Expectation, Covariance, and Optimal Estimators

01 Apr, 2025

Expected Value and Variance

$X$ can take a range of values. The distribution of outcomes is dependent on the underlying pdf $f (x)$ . It has a mean value, also known as the expected value. The mean and expected value are denoted by $μ_{x}$ and $E [X]$ , respectively.

We can calculate the expected value by doing a weighted sum of the outcome of a random value and its corresponding probability:

E [X] = \int_{- \infin}^{\infin} x f (x) d x

Now we also want a measure of the spread -- how much the outcomes typically deviate from the expected value.

σ_{x}^{2} = \int_{- \infin}^{\infin} (x - E [x])^{2} f (x) d x

$σ$ is the standard deviation and $σ^{2}$ is the variance.

Covariance for $X \in ℝ^{d}$

Now what if we have a multivariate random variable? Say, for instance, the position of a robot on a 2D Grid: $X = [\begin{matrix} x \\ y \end{matrix}]$ .

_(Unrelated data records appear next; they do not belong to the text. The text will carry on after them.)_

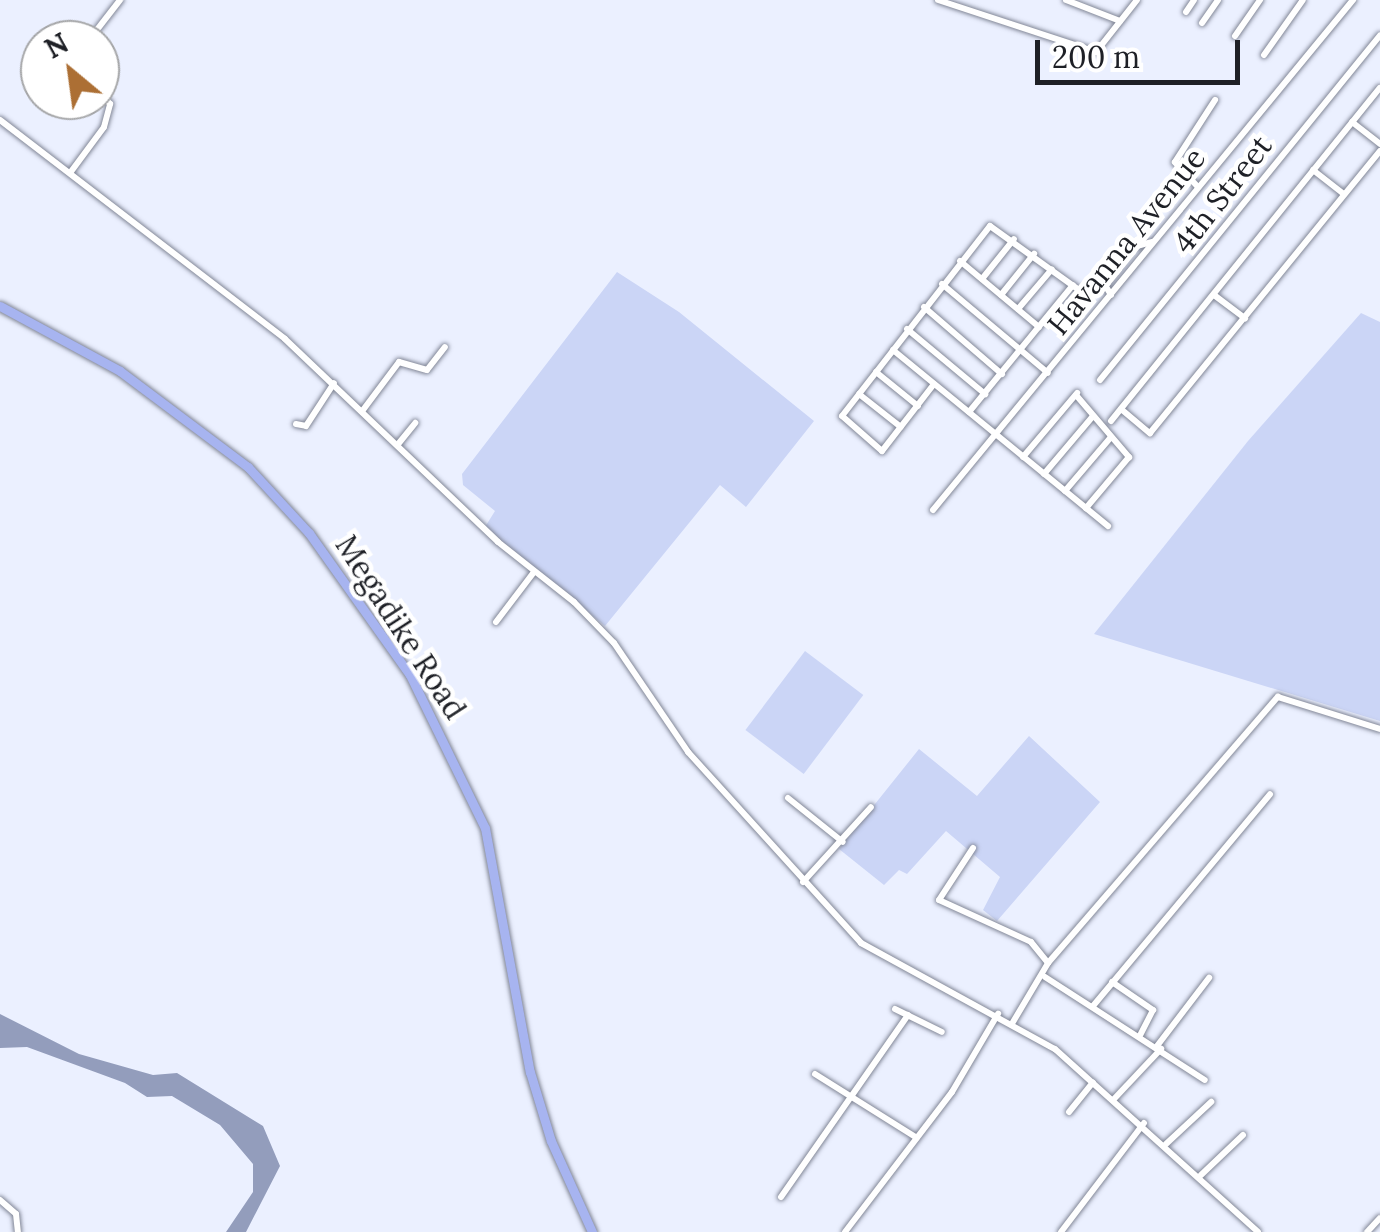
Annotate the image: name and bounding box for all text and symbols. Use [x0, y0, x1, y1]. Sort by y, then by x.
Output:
north arrow [20, 20, 120, 120]
scale bar [1040, 20, 1245, 82]
text: N [38, 25, 75, 67]
text: 200 m [1052, 38, 1140, 76]
street label: 4th Street [1165, 128, 1279, 260]
street label: Havanna Avenue [1040, 140, 1212, 342]
street label: Megadike Road [328, 528, 474, 726]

The expected value for the vector can be found simply by taking the expected value element-wise:

E [X] = [\begin{matrix} \int_{- \infin}^{\infin} (x - E [x])^{2} f (x) d x \\ \int_{- \infin}^{\infin} (y - E [y])^{2} f (y) d y \end{matrix}]

Variance is actually trickier. The features are related in some way (that's why they're in a single vector) so taking the element-wise will leave valuable information out. We can categorize the relation between the two features into two groups:

When $x$ is big, $y$ is big. When $x$ is small, $y$ is small.
When $x$ is big, $y$ is big. When $x$ is small, $y$ is big.

But what do we mean by big or small? Well, the difference between the random variable and its expected value is a good measure! It's small if $X - E [X] < 0$ and big if $X - E [X] > 0$ .

Note that it's not possible to have this configuration:

When $x$ is big, $y$ is big.
When $x$ is small, $y$ is big.

If this were the case, it'd mean that $y$ is always big! This isn't possible because then the mean would be bigger and there would be more small $y$ values.

The relation between $x$ and $y$ is really what defines the covariance. It tells us a lot about the "shape" of the distribution. But how do we calculate it? Well, we only really care about whether or not the variables change together or not. It doesn't matter if they're both small or both big -- this is one group. We want a positive covariance if they're directly proportional and a negative if they're inversely proportional. Consider the formula for the expected value and it should feel quite intuitive:

Cov (X, Y) = E [(X - E [X]) (Y - E [Y])]

If both values are small or big (negative * negative = positive), the value inside the expected value will be positive. If they're different, it will be negative. The expected value gives us a notion of the average result.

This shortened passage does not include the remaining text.